## Problem requirements
Retype word for word the lines of the data below, from the first to the one bearing "function fillPath(path, color)", with that one included.

[Start of Attachment]

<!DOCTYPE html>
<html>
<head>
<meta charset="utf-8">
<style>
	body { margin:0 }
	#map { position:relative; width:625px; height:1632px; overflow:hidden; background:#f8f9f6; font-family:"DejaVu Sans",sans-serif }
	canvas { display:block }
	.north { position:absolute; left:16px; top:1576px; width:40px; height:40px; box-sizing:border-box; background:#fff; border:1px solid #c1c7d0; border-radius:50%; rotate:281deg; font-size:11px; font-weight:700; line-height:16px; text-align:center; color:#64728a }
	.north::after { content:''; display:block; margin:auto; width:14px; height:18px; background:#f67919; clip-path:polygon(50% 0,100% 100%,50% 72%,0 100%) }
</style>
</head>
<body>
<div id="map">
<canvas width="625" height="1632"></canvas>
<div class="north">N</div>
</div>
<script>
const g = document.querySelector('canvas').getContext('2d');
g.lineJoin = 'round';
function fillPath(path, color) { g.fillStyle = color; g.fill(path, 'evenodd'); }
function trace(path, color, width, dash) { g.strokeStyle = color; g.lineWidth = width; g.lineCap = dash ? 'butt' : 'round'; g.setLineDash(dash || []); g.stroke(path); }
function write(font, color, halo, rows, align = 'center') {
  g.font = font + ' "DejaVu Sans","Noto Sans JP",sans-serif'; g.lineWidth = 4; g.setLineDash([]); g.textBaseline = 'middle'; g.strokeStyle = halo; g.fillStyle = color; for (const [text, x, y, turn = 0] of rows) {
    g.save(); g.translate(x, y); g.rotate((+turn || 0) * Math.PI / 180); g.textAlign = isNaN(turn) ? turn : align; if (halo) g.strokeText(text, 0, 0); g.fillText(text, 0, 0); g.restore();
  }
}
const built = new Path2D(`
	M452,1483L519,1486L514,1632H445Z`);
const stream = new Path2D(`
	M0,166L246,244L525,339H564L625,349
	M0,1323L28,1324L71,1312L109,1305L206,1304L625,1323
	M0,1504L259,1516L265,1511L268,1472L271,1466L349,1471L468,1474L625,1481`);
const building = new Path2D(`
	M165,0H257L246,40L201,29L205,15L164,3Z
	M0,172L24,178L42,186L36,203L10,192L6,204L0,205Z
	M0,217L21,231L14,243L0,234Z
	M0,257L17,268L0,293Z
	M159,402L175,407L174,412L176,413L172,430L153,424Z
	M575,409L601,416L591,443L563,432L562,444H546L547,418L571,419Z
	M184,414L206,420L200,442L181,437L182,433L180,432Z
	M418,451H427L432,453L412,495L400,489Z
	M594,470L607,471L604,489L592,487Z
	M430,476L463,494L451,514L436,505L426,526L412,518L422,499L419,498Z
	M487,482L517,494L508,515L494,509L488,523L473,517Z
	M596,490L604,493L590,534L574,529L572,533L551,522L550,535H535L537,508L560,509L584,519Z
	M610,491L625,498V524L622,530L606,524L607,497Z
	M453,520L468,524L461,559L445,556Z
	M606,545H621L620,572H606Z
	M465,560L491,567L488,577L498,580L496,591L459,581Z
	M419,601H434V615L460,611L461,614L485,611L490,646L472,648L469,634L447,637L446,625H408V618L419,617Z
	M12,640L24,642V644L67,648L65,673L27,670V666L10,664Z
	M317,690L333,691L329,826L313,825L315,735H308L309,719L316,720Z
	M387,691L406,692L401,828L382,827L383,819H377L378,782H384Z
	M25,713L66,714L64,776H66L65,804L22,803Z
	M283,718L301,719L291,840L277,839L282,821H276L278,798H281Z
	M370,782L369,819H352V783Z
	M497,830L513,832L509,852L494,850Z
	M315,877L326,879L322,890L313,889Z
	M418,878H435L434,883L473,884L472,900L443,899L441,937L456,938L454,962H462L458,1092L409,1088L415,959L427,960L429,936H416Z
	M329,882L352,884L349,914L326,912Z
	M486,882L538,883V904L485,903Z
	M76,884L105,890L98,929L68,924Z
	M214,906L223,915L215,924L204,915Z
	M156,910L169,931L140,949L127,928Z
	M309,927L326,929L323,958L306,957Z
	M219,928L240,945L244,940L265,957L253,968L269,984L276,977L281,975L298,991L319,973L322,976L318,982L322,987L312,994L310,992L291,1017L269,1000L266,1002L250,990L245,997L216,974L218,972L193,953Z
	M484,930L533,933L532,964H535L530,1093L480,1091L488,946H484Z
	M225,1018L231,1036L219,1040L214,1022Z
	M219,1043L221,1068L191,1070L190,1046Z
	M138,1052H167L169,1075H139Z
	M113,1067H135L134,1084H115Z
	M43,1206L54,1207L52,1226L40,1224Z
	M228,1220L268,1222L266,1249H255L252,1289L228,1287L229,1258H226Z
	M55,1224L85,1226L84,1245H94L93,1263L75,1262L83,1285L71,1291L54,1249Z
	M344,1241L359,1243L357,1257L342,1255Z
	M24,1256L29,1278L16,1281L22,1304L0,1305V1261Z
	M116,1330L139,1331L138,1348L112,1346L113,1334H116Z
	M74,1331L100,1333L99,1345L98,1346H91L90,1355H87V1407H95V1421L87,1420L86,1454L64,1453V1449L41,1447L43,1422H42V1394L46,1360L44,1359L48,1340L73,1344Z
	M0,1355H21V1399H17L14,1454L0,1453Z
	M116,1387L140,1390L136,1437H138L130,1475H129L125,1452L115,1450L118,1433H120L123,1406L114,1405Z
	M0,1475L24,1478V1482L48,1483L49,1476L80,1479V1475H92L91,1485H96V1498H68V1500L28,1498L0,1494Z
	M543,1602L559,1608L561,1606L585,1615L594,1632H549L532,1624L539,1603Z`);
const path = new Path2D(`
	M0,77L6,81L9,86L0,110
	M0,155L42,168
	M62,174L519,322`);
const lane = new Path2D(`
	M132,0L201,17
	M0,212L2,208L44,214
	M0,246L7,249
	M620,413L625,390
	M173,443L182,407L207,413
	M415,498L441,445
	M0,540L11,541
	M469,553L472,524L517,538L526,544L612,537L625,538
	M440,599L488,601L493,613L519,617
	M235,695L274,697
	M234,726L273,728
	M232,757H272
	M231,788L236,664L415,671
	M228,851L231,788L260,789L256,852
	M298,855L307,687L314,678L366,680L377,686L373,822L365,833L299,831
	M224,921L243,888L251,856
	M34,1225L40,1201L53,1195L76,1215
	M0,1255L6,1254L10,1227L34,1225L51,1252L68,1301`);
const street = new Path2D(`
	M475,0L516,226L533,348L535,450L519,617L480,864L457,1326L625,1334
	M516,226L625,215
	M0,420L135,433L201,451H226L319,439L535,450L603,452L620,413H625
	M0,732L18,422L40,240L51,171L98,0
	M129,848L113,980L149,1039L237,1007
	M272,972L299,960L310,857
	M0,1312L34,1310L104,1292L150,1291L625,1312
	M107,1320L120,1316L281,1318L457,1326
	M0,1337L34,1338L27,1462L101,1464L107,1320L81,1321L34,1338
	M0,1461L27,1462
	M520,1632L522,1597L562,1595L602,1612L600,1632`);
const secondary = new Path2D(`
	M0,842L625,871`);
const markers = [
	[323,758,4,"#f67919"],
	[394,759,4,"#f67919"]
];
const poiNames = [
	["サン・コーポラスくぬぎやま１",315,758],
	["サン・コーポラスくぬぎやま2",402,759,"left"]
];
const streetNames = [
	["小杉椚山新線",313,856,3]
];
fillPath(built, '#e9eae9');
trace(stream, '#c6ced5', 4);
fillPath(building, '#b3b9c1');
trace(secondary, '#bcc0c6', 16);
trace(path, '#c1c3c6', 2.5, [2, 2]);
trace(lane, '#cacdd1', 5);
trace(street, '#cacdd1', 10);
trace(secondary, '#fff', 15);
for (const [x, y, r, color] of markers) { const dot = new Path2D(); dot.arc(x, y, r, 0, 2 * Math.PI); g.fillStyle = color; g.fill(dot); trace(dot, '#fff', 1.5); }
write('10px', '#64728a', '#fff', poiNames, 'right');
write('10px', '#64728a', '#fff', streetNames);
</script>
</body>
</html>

[End of Attachment]

## Solved problem
<!DOCTYPE html>
<html>
<head>
<meta charset="utf-8">
<style>
	body { margin:0 }
	#map { position:relative; width:625px; height:1632px; overflow:hidden; background:#f8f9f6; font-family:"DejaVu Sans",sans-serif }
	canvas { display:block }
	.north { position:absolute; left:16px; top:1576px; width:40px; height:40px; box-sizing:border-box; background:#fff; border:1px solid #c1c7d0; border-radius:50%; rotate:281deg; font-size:11px; font-weight:700; line-height:16px; text-align:center; color:#64728a }
	.north::after { content:''; display:block; margin:auto; width:14px; height:18px; background:#f67919; clip-path:polygon(50% 0,100% 100%,50% 72%,0 100%) }
</style>
</head>
<body>
<div id="map">
<canvas width="625" height="1632"></canvas>
<div class="north">N</div>
</div>
<script>
const g = document.querySelector('canvas').getContext('2d');
g.lineJoin = 'round';
function fillPath(path, color) { g.fillStyle = color; g.fill(path, 'evenodd'); }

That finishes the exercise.